*** Opening Entries supplied ***
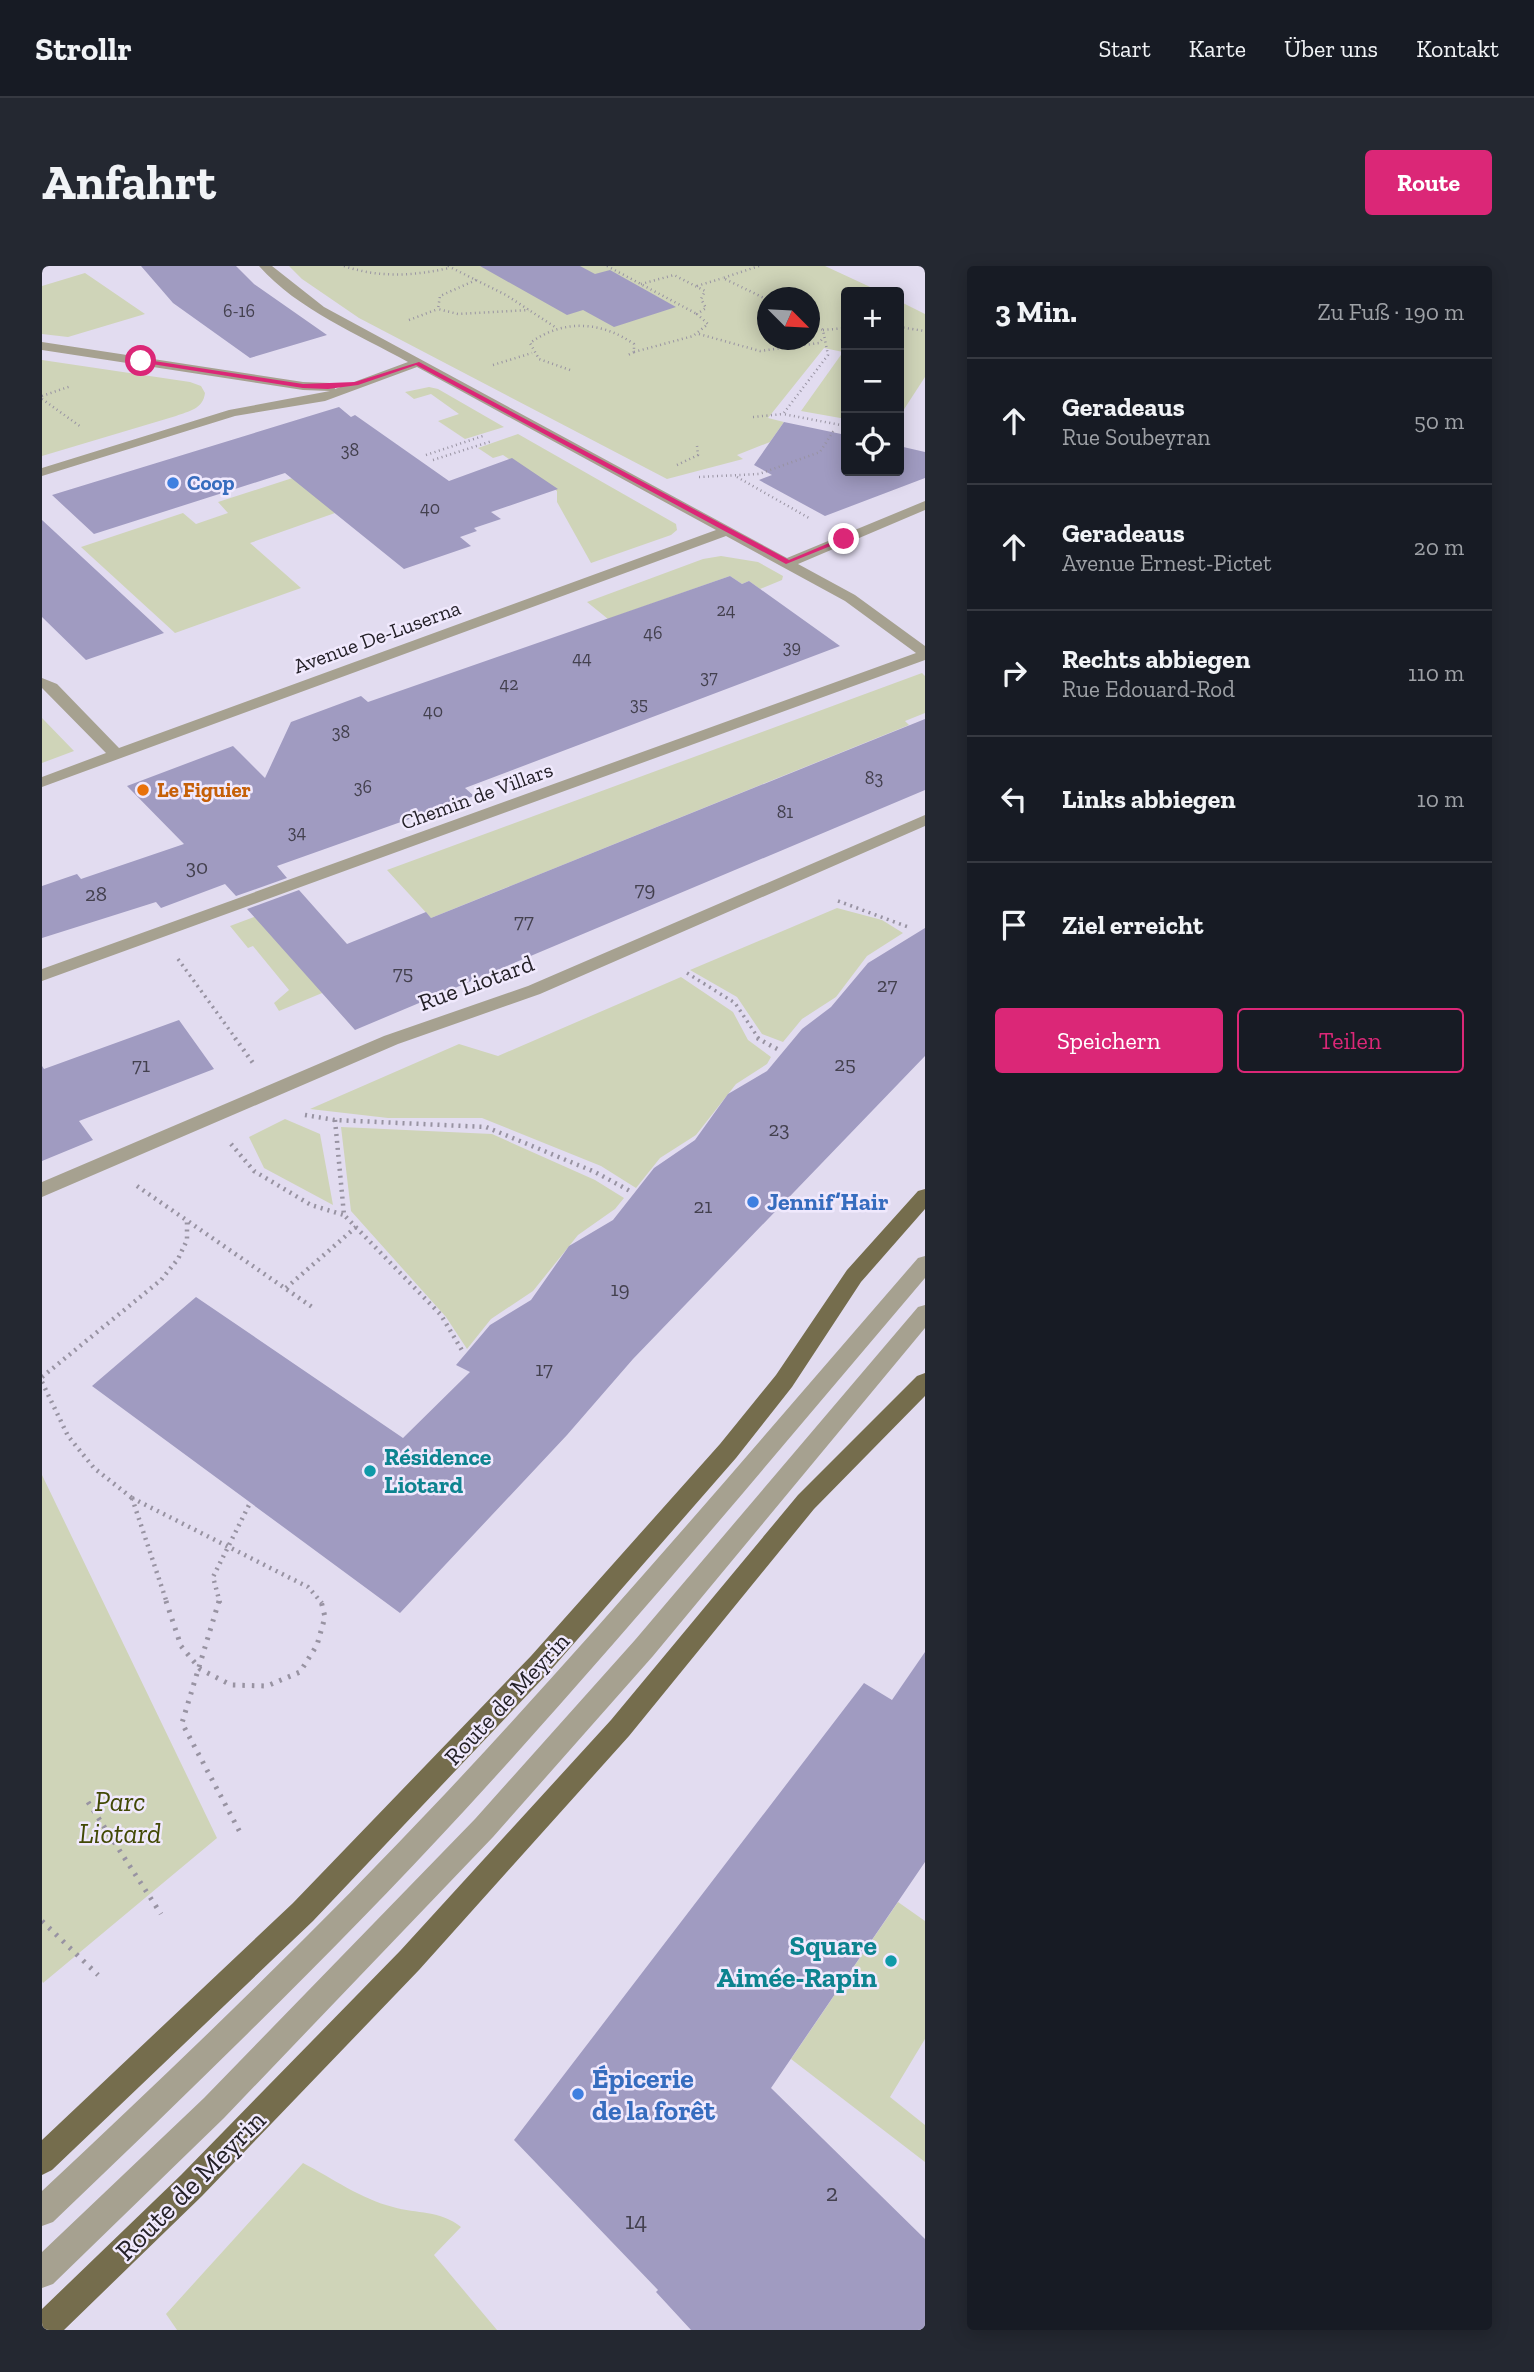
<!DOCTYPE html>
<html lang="de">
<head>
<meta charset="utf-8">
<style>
	:root { --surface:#171b24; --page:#242831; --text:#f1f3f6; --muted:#9ea1a6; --line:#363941; --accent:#db2777 }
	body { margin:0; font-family:"Zilla Slab",serif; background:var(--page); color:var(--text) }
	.controls { position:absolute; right:21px; top:21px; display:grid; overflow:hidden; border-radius:7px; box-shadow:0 4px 18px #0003 }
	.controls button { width:63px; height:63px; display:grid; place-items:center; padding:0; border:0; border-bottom:2px solid var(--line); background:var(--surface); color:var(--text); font:35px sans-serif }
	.compass { position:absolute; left:715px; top:21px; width:63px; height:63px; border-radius:50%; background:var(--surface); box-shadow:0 4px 18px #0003; rotate:114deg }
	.stop { position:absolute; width:21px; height:21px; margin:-16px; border:5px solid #db2777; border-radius:50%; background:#fff }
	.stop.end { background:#db2777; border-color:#fff; box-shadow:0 2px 7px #0008 }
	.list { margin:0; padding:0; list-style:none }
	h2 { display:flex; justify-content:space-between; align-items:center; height:91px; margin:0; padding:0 28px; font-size:30px }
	h2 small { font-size:23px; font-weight:400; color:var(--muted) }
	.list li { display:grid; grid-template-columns:46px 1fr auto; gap:21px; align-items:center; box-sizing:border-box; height:126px; padding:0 28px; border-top:2px solid var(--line) }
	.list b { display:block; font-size:26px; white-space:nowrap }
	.list p { margin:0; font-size:23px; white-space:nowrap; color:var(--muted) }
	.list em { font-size:23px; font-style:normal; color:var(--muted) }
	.actions { display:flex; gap:14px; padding:21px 28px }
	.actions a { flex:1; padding:16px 0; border:2px solid var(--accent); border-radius:7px; text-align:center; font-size:24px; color:var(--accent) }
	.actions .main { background:var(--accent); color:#fff }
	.icon { flex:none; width:38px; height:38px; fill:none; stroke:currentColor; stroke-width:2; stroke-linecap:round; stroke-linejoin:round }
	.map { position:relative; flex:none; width:883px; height:2064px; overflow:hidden; border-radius:7px }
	header { display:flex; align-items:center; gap:42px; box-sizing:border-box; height:98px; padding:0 35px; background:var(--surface); border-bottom:2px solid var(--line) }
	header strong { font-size:33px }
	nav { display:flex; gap:38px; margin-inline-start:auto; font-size:24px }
	.intro { display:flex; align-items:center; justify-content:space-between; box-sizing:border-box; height:168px; padding:0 42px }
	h1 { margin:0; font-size:49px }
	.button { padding:18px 32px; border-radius:7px; background:var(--accent); color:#fff; font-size:24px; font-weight:700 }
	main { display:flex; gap:42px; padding:0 42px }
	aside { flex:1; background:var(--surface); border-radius:7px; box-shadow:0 4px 18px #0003 }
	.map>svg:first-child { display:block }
	.green { fill:#cfd4b8; fill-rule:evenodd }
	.building { fill:#a09bc1 }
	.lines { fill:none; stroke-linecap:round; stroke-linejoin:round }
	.path-far3 { stroke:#9893a2; stroke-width:2.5; stroke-dasharray:1 3.5; stroke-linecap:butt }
	.path-far2 { stroke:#9893a2; stroke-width:3.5; stroke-dasharray:2 4.5; stroke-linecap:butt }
	.path-far1 { stroke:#9893a2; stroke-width:4.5; stroke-dasharray:2 5; stroke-linecap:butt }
	.path { stroke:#9893a2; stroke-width:5; stroke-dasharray:2.5 7; stroke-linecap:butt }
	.lane { fill:#a6a190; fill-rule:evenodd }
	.street { fill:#a6a190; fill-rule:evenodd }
	.primary { fill:#756d4d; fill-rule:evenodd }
	.route { fill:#db2777 }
	.shop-dot { fill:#3f7fe0; stroke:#f0e9fd; stroke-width:2.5 }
	.food-dot { fill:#e8710a; stroke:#f0e9fd; stroke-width:2.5 }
	.culture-dot { fill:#0f9aa8; stroke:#f0e9fd; stroke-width:2.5 }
	.labels { text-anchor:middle; stroke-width:5; stroke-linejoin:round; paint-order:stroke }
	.far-number-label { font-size:18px; fill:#43404e }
	.far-shop-label { font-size:21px; font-weight:bold; fill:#366cbe; stroke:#f0e9fd; text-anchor:start }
	.far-street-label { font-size:21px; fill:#242128; stroke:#f0e9fd }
	.far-food-label { font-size:21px; font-weight:bold; fill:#c56008; stroke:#f0e9fd; text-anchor:start }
	.number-label { font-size:21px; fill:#43404e }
	.street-label { font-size:24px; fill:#242128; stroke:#f0e9fd }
	.shop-label { font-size:24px; font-weight:bold; fill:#366cbe; stroke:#f0e9fd; text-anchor:start }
	.culture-label { font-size:24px; font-weight:bold; fill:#0d838f; stroke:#f0e9fd; text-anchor:start }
	.near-number-label { font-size:24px; fill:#43404e }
	.near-park-label { font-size:28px; font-style:italic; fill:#424905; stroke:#f0e9fd }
	.near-culture-label { font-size:28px; font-weight:bold; fill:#0d838f; stroke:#f0e9fd; text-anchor:end }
	.near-shop-label { font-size:28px; font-weight:bold; fill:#366cbe; stroke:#f0e9fd; text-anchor:start }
	.near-street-label { font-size:28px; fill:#242128; stroke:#f0e9fd }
</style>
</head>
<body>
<header>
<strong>Strollr</strong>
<nav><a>Start</a><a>Karte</a><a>Über uns</a><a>Kontakt</a></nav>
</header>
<div class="intro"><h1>Anfahrt</h1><a class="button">Route</a></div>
<main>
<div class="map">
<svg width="883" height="2064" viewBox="0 0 883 2064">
	<rect width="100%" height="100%" fill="#e2dcf0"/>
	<path class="green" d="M 247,0 L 783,0 L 839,26 L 804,26 L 804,153 L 759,145 L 801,86 L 782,82 L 726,152 L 742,156 L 728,176 L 695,189 L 701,193 L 625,213 L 317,52 L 260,13 ZM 726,32 L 768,32 L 768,74 L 726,74 Z
		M 43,7 L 103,48 L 26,71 L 0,68 L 0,20 Z
		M 857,35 L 883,48 L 883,111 L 857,151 Z
		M 0,94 L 148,116 L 159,120 L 163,127 C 161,143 147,145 134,150 L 0,190 Z
		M 387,121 L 396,123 L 462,161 L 423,173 L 396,155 L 417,148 L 389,128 L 372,133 L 363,126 Z
		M 476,168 L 634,258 L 635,264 L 629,269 L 549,297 L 515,236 L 515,225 L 461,189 L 451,192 L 436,182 Z
		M 269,206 L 293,247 L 208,277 L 259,322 L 133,367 L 39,281 L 141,247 L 154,258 L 186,247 L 176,236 Z
		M 679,290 L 716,296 L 741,310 L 740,314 L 718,323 L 707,315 L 700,318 L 688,310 L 566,353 L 545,336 L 661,293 Z
		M 880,407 L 883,410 L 883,447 L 863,455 L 867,459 L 389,652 L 345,604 Z
		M 0,452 L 32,485 L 0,497 Z
		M 255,635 L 285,725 L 237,745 L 232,737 L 247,724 L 211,680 L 206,682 L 188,660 Z
		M 795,642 L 840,654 L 861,667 L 825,690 L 794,731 L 760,753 L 741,776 L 720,768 L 695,731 L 648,704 Z
		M 639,711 L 691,746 L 706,774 L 729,791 L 725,798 L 694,818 L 654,869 L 618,892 L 594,922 L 559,900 L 440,852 L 346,852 L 268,843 L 417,778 L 456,790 Z
		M 243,853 L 278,868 L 291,939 L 222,902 L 207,871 Z
		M 299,861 L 450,868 L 553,914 L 582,932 L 573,943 L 536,969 L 491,1025 L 449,1053 L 425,1083 L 404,1051 L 309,945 Z
		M 0,1209 L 175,1572 L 1,1717 L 0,1715 Z
		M 856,1636 L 883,1655 L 883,1773 L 848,1831 L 883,1859 L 883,1896 L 749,1793 Z
		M 261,1897 C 290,1912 319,1933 351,1941 C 375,1948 398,1944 419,1961 L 392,1989 L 455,2064 L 135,2064 L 124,2048 Z"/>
	<path class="building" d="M 99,0 L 194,0 L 212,18 L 285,69 L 208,92 L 131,37 Z
		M 438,0 L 538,0 L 553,8 L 568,4 L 634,41 L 572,61 L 541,44 L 525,49 Z
		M 297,141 L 309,151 L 313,149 L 407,215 L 470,192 L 516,223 L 449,246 L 459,253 L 432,262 L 435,265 L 418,271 L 429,280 L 362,303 L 243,207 L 52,268 L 10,229 Z
		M 742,156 L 804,169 L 804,205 L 857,205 L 857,180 L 883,186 L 883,212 L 783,250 L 717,214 L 730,209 L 712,199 Z
		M 0,254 L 122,367 L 44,394 L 0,351 Z
		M 688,310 L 700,318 L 707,315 L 798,380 L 423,522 L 432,530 L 235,600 L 245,612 L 194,630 L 183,618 L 119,642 L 114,636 L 0,672 L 0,620 L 35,608 L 39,613 L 142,578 L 85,520 L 191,480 L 223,512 L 249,456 L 319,430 L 326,436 Z
		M 883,453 L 883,524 L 313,764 L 205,643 L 257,624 L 305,678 L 384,646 L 389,652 Z
		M 883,662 L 883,790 L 591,1093 L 525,1169 L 358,1347 L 50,1120 L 154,1031 L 361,1172 L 428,1106 L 414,1099 L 448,1059 L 489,1034 L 527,980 L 571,954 L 612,902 L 653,874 L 686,828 L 725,805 L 760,763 L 789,741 L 826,697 Z
		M 137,754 L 172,803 L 37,855 L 51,874 L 0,895 L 0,800 L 2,803 Z
		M 883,1386 L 883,1596 L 729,1822 L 883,1973 L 883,2064 L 649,2064 L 614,2026 L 616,2024 L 472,1874 L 822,1417 L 850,1434 Z"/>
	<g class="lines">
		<path class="path-far3" d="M 302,0 C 337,12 371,10 407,2
			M 406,0 L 464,29 L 513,61
			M 565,0 L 655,48
			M 717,0 L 681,12 L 726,34
			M 434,14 L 398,30 L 396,43 L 416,48 L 487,44
			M 655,20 L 681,12
			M 367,54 L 396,43
			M 768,56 L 781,64 L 786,89 L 741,148 L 804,160
			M 857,61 L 883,65
			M 781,64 L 804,62
			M 657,68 L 718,85 L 777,77 L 781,72
			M 592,86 L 651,70 L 666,58 L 655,48 L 664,42 L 659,33 L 663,25 L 632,9 L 599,18
			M 451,99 L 490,87
			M 528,104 L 497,93 L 488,77 C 521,53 559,55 592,78 L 592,86 L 584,90
			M 0,130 L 29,120
			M 0,133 L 39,161
			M 711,151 L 741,148
			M 384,189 L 441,170
			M 391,194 L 450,175
			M 635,199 L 656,189 L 655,180
			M 657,211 L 717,208 L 778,186 L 792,164
			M 695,211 L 767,252"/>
		<path class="path-far2" d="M 796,635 L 869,662
			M 136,693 L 194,773
			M 645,707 L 693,737 L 717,773"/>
		<path class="path-far1" d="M 193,772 L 211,797
			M 715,772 L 737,784
			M 263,849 L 293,854 L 444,861 L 553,906 L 588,925
			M 293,854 L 302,949 L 399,1049 L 421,1086
			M 189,878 L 212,905 L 269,939 L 302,949
			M 95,920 L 273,1043
			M 244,1022 L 314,961
			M 0,1111 L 119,1014 L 136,993 L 145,974 L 145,956
			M 0,1116 L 26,1170 L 52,1202 L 90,1232
			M 90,1232 L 266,1321 L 280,1337
			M 90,1232 L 125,1337
			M 178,1337 L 171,1311 L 208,1237"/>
		<path class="path" d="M 124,1335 L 139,1380 L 158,1403 L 189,1419 L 225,1420 L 258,1406 L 275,1379 L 283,1351 L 279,1335
			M 177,1335 L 140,1457 L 200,1570
			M 46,1536 L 119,1648
			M 0,1655 L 56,1709"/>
		<path class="lane" d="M 883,990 L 883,1012 C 731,1191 581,1372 422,1545 C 291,1687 151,1822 11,1956 L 0,1960 L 0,1925 C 138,1796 274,1665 403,1528 C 566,1354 720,1172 876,992 Z
			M 883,1039 L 883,1062 L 611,1390 L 451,1571 L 182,1852 L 11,2018 L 0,2022 L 0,1986 L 162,1832 L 433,1553 L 593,1374 L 876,1041 Z"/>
		<path class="street" d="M 217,0 L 230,0 L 282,41 L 745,292 L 883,235 L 883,244 L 756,298 L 813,329 L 883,380 L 883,394 L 0,715 L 0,703 L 874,387 L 803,335 L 684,270 L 0,521 L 0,511 L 64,487 L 0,422 L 0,412 L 15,418 L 77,482 L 674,264 L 375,101 L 283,135 L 193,150 L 0,210 L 0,202 L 187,144 L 288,125 L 261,124 L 0,84 L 0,76 L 261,116 L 288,117 L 292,118 L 293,123 L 366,96 C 316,68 256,44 217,0 Z
			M 883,549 L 883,560 L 498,728 L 356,778 L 0,931 L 0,916 L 342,770 L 486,720 Z"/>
		<path class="primary" d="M 883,923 L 883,943 L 819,1016 L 750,1121 L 694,1192 L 507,1406 L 271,1655 L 10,1904 L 0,1909 L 0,1874 L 251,1637 L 489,1390 L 678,1178 L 734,1109 L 805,1004 L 876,925 Z
			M 883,1107 L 883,1130 L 772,1243 L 587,1470 L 377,1704 L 160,1930 L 22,2064 L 0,2064 L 0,2043 L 139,1909 L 358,1685 L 569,1454 L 756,1229 L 875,1110 Z"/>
	</g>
	<path class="route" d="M 99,93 L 261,118 L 313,116 L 377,96 L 747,294 L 799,272 L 806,273 L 744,298 L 374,99 L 316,119 L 286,123 L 261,122 L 97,96 Z"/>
	<g class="shop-dot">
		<circle cx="131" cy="217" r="7"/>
		<circle cx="711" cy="936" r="7"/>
		<circle cx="536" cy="1828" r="7"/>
	</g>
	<circle class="food-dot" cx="101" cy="524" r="7"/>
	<g class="culture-dot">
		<circle cx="328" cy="1205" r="7"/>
		<circle cx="849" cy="1695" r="7"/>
	</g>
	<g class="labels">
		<g class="far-number-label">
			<text x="197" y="51">6-16</text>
			<text x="308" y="190">38</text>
			<text x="388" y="248">40</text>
			<text x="684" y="350">24</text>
			<text x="611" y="373">46</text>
			<text x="750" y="387">39</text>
			<text x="540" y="398">44</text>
			<text x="667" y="417">37</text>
			<text x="467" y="424">42</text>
			<text x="597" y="444">35</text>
			<text x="391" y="451">40</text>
			<text x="299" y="472">38</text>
			<text x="832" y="518">83</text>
			<text x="321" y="527">36</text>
			<text x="743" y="552">81</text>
			<text x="255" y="572">34</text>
		</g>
		<g class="far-shop-label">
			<text x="145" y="224">Coop</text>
		</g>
		<g class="far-street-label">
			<text transform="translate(335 371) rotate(-20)" y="7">Avenue De-Luserna</text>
			<text transform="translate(435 530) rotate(-20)" y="7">Chemin de Villars</text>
		</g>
		<g class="far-food-label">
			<text x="115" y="531">Le Figuier</text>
		</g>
		<g class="number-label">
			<text x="155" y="608">30</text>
			<text x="603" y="630">79</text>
			<text x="54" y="635">28</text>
			<text x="482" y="662">77</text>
			<text x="361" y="714">75</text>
			<text x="845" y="726">27</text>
			<text x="803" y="805">25</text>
			<text x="99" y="806">71</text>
			<text x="737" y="870">23</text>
			<text x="661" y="947">21</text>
			<text x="578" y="1030">19</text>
			<text x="502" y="1110">17</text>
		</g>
		<g class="street-label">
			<text transform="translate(434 717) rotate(-20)" y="8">Rue Liotard</text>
			<text transform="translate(465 1433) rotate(-47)" y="8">Route de Meyrin</text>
		</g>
		<g class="shop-label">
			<text x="725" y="944">Jennif’Hair</text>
		</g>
		<g class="culture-label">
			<text x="342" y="1199">Résidence<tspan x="342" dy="28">Liotard</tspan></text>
		</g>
		<g class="near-number-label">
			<text x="790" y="1935">2</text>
			<text x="594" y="1963">14</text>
		</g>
		<g class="near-park-label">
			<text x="78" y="1545">Parc<tspan x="78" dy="32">Liotard</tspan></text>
		</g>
		<g class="near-culture-label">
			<text x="835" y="1689">Square<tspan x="835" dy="32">Aimée-Rapin</tspan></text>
		</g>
		<g class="near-shop-label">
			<text x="550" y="1822">Épicerie<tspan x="550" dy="32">de la forêt</tspan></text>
		</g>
		<g class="near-street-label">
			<text transform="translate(148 1919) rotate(-45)" y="10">Route de Meyrin</text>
		</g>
	</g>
</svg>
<div class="controls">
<button>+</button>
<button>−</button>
<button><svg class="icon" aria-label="locate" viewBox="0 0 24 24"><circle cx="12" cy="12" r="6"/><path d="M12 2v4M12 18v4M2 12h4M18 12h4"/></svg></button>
</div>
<svg class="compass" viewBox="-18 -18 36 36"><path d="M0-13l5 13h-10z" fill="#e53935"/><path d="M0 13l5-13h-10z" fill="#9ea1a6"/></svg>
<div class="stop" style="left:99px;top:95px"></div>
<div class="stop end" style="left:802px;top:273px"></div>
</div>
<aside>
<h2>3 Min.<small>Zu Fuß · 190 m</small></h2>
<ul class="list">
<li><svg class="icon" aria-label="ahead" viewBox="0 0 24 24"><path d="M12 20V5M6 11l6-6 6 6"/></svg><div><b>Geradeaus</b><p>Rue Soubeyran</p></div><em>50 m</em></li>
<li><svg class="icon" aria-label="ahead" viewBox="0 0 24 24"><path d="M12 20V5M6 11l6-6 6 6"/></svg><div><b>Geradeaus</b><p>Avenue Ernest-Pictet</p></div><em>20 m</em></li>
<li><svg class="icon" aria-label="right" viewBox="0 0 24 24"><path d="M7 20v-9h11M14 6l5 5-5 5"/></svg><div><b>Rechts abbiegen</b><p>Rue Edouard-Rod</p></div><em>110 m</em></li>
<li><svg class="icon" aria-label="left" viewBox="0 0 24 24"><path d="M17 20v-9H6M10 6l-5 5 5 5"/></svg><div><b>Links abbiegen</b></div><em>10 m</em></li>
<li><svg class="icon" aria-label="arrive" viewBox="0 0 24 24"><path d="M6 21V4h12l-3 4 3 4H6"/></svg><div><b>Ziel erreicht</b></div></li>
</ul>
<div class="actions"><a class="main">Speichern</a><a>Teilen</a></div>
</aside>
</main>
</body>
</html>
*** Closing Entries supplied ***
Take from the material above the lines running from the one with "margin:0; font-size:23px; white-space:nowrap;" through the one with "flex:1; padding:16px 0;", and repeat them exactly, with nothing else.

	.list p { margin:0; font-size:23px; white-space:nowrap; color:var(--muted) }
	.list em { font-size:23px; font-style:normal; color:var(--muted) }
	.actions { display:flex; gap:14px; padding:21px 28px }
	.actions a { flex:1; padding:16px 0; border:2px solid var(--accent); border-radius:7px; text-align:center; font-size:24px; color:var(--accent) }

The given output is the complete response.